Par jerome.bouquet-elkaim le 31/05/10

En 1987, déjà, le rapport Bruntland définissait le développement durable comme le développement "qui répond aux besoins présents sans compromettre les capacités des générations futures à répondre aux leurs" (1).

Le développement durable devait être consacré, au niveau universel, comme un idéal en terme de développement lors du sommet de Rio sur l’environnement et le développement de 1992, avant d’être intégré dans le droit de l’Union Européenne par le Traité d’Amsterdam de 1997 en son article 6.

En matière énergétique, cette nouvelle orientation s’est traduite par un accroissement de l’intérêt porté aux énergies renouvelables. On entend par là, les énergies utilisant la force de l’eau, du vent, les rayonnements solaires, la biomasse ou la géothermie, par oppositions aux énergies fossiles utilisant des matières premières dont les gisements sont limités et épuisables, comme le pétrole, le gaz, le charbon, l’uranium.

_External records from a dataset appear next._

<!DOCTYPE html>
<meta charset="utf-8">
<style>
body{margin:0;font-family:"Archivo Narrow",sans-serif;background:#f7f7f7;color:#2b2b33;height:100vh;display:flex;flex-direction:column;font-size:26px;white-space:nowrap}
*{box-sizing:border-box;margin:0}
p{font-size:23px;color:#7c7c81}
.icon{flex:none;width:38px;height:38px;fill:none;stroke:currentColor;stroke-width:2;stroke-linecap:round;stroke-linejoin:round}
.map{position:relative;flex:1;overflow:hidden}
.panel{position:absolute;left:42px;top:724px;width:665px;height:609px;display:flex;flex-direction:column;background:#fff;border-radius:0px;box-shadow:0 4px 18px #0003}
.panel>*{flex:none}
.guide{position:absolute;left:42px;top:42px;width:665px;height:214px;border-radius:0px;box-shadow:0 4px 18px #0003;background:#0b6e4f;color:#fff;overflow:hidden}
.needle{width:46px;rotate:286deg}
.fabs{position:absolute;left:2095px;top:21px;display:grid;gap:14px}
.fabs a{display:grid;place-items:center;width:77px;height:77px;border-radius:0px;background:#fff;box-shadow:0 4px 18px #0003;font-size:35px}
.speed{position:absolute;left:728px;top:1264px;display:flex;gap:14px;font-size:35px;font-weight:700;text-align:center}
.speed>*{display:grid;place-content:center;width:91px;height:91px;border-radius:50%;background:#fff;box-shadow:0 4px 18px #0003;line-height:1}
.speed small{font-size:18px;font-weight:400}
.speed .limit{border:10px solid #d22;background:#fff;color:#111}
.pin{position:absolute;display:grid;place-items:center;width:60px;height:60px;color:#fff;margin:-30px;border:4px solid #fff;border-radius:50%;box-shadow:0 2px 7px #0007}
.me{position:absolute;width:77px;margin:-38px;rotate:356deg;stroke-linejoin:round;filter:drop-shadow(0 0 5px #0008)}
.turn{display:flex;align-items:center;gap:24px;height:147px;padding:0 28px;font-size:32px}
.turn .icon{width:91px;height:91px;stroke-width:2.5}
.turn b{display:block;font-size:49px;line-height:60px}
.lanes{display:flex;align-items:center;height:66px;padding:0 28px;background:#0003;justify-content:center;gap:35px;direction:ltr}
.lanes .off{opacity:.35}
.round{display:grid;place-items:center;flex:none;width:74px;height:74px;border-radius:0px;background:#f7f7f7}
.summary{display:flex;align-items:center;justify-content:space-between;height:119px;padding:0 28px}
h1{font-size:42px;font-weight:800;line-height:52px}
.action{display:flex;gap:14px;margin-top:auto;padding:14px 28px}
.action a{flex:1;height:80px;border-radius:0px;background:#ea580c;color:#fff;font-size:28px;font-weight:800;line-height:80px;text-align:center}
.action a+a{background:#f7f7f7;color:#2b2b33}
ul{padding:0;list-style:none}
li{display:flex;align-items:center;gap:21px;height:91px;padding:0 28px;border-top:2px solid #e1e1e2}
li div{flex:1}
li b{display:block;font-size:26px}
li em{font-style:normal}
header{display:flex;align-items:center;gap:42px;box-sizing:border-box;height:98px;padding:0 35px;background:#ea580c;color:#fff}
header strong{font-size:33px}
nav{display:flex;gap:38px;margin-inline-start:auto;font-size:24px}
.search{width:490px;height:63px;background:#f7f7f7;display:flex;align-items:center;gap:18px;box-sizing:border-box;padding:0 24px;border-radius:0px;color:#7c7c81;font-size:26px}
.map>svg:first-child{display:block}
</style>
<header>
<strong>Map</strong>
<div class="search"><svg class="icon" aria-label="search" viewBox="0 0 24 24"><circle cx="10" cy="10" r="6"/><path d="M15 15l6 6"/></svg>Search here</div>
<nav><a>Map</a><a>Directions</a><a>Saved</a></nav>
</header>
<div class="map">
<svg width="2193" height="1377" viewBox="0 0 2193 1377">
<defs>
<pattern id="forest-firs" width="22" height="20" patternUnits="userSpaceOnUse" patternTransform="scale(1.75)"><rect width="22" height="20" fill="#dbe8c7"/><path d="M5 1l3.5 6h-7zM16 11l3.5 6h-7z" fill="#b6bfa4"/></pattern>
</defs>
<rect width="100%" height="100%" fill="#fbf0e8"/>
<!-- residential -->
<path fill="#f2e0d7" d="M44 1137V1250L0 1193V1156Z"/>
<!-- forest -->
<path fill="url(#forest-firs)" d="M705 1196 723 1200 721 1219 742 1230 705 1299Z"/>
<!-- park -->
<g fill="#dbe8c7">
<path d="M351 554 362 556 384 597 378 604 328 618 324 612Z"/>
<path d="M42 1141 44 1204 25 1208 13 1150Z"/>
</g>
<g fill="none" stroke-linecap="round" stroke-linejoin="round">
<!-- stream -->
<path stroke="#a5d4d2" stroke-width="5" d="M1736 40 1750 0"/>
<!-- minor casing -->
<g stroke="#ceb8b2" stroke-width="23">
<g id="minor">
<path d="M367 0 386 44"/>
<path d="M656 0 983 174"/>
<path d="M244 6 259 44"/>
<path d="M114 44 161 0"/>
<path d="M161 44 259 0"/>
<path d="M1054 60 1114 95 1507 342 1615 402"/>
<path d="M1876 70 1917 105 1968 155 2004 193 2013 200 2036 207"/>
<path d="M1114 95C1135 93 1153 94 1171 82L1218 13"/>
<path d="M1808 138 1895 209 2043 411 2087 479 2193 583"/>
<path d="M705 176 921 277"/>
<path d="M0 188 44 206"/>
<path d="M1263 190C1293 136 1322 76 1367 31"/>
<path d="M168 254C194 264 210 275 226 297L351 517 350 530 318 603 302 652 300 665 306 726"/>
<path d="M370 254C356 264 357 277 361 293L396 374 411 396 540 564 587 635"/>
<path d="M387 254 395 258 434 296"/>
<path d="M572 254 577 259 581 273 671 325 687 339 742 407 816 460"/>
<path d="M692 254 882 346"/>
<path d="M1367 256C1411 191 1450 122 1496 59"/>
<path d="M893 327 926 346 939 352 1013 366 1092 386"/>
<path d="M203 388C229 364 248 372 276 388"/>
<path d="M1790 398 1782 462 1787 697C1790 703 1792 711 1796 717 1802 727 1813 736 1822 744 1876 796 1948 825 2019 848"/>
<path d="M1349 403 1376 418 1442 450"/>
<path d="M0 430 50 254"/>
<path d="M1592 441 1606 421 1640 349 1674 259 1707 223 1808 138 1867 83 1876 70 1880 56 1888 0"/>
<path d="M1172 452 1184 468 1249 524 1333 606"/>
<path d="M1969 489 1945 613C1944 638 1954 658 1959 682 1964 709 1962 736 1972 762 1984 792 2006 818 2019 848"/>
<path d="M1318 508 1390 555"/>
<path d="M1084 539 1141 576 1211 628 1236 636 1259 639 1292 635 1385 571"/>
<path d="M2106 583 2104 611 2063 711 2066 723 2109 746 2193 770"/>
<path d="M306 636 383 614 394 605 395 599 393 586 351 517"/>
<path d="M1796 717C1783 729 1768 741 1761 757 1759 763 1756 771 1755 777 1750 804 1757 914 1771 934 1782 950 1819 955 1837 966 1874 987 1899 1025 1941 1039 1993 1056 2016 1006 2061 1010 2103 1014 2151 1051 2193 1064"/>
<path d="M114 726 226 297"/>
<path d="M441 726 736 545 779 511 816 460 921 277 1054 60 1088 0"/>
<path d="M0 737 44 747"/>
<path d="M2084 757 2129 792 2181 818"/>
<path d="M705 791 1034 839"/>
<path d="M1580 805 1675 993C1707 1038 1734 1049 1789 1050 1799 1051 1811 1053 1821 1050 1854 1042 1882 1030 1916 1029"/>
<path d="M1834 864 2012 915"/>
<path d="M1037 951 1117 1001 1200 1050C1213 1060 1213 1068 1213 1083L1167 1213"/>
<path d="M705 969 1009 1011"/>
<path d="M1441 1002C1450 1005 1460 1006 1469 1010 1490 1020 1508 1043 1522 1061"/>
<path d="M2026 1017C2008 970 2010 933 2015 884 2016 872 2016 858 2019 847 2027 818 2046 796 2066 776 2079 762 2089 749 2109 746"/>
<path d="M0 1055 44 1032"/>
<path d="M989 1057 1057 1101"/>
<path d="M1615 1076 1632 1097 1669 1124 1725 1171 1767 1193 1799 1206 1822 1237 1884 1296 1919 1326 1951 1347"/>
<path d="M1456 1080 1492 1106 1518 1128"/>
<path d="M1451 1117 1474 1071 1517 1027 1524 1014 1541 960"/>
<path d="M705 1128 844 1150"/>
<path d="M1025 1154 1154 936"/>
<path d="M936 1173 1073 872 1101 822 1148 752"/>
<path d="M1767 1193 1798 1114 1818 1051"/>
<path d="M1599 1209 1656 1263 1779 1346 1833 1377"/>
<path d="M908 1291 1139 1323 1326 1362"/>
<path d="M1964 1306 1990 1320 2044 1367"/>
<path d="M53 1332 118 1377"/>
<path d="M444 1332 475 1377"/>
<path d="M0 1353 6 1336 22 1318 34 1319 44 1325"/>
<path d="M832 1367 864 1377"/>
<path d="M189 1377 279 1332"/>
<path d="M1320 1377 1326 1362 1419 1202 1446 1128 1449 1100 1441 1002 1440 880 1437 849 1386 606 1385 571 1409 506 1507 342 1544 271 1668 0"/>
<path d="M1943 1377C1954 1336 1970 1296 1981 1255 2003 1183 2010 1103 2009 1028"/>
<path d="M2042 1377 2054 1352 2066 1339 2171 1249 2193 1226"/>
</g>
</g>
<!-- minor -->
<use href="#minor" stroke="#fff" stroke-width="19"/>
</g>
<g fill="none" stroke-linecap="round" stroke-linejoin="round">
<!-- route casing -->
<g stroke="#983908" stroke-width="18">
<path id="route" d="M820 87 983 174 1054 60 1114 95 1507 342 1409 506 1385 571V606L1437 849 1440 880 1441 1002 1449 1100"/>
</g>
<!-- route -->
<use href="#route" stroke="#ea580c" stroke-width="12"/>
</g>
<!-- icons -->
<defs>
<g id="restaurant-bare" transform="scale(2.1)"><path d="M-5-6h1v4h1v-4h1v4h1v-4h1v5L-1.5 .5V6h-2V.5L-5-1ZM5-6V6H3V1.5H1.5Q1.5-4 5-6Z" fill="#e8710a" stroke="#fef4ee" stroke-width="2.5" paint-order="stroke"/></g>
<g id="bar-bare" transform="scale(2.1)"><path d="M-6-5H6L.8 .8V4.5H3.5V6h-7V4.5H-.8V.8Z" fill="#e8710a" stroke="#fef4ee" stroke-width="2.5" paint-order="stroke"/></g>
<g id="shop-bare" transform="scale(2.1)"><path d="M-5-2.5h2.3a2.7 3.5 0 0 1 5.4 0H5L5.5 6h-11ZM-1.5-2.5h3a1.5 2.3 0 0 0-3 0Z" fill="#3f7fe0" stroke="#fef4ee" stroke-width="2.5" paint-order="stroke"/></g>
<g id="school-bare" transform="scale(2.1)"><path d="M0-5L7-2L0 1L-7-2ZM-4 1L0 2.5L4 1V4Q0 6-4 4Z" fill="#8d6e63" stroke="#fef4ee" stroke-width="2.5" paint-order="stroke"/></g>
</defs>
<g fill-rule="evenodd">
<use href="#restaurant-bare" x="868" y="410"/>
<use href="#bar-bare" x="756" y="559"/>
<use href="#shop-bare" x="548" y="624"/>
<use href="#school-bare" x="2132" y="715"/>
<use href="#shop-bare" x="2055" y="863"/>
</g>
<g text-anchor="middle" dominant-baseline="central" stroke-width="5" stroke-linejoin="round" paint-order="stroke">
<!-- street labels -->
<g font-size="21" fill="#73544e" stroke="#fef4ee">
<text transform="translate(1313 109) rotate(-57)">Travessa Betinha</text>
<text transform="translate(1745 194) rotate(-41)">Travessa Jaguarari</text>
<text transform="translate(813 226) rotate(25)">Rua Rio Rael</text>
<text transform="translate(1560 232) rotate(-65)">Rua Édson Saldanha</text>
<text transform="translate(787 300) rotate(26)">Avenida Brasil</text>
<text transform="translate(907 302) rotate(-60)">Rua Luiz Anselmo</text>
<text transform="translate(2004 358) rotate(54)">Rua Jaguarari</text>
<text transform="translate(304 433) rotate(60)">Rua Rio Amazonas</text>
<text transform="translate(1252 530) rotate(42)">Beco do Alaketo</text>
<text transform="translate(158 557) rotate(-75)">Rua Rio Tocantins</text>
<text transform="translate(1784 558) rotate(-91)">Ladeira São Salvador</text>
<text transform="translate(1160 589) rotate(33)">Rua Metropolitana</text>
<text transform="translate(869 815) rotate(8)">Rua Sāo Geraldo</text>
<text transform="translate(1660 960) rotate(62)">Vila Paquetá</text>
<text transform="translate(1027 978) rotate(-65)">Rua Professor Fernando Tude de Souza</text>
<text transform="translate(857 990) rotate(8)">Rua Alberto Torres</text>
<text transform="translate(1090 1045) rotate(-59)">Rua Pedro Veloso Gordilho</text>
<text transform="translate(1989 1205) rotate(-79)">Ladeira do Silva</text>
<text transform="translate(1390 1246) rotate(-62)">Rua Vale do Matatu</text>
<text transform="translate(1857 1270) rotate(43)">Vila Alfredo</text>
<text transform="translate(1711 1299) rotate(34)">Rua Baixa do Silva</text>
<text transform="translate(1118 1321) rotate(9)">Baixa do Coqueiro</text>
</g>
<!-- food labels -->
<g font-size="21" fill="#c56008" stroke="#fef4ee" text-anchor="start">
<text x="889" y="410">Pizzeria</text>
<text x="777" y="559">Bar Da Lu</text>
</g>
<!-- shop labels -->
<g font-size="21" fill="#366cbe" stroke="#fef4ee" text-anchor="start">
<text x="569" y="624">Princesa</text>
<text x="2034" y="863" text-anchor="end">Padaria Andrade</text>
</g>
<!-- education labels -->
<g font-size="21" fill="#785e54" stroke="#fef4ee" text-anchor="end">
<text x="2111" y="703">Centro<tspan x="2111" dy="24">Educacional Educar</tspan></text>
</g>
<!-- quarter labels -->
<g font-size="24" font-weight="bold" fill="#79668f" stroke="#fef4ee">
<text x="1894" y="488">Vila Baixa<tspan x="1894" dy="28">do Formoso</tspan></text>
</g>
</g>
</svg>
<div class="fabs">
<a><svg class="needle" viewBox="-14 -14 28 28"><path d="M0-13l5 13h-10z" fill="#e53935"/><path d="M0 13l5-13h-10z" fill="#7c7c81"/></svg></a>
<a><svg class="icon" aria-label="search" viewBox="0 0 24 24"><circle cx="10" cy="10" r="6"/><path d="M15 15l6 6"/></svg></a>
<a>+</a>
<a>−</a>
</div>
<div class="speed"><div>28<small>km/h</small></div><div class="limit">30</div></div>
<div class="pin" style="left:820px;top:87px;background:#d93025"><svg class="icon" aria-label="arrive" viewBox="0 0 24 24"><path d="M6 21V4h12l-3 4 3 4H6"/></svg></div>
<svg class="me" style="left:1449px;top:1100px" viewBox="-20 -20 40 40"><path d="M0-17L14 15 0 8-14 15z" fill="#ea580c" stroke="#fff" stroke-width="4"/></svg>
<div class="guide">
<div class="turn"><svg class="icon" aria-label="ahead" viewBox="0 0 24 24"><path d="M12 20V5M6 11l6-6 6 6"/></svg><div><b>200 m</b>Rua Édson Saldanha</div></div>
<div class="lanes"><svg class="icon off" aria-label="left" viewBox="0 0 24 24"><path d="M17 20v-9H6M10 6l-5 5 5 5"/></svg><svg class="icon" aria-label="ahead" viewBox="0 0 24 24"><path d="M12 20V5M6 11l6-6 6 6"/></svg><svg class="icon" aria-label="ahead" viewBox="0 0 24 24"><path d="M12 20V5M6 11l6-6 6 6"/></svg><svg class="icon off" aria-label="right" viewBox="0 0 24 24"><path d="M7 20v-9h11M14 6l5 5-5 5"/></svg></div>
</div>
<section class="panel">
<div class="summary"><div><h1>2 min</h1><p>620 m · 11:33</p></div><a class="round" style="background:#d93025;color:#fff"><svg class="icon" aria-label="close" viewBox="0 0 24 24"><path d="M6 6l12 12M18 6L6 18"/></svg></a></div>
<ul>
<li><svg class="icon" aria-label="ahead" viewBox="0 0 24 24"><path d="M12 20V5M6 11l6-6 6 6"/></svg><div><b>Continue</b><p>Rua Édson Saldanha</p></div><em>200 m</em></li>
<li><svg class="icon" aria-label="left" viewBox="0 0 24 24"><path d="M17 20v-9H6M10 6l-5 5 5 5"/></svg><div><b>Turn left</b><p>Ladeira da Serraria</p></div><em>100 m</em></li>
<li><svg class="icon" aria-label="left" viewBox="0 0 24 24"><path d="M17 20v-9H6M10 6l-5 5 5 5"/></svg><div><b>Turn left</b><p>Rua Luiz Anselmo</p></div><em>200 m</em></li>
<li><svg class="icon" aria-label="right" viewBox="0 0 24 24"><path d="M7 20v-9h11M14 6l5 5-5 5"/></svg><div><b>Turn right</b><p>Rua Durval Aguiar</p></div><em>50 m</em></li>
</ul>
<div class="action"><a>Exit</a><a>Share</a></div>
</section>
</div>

En Europe, plus particulièrement, l’ouverture à la concurrence des activités de production et de fourniture d’énergies de réseaux (2) aura implicitement favorisé le développement des énergies renouvelables (avec notamment les directives 2003/54 du 26 juin 2003 concernant des règles communes pour le marché de l’électricité et 90/547 du 29 octobre 1990 relative au transit de l’électricité sur les grands réseaux).

Dans les suites du protocole de Kyoto de 1997, le développement des énergies renouvelables va s’imposer de manière incontournable. Ceci se traduira, entre autre, par la Directive européenne 2001/77 du 21 septembre 2001 sur l’électricité de source renouvelable et en France par la loi de programme n°2005-781 du 13 juillet 2005, fixant les orientations de la politique énergétique de la France.

La nécessité de développer les énergies renouvelables est aujourd’hui couramment admise. Toutefois, il n’en aura pas moins fallu plusieurs dizaines d’années pour que le développement durable rejoigne le vocabulaire commun et les préoccupations quotidiennes.

Le souci pour le droit des générations futures en aura malheureusement moins fait que l’intégration de la thématique environnementale dans le dispositif juridique du libre marché.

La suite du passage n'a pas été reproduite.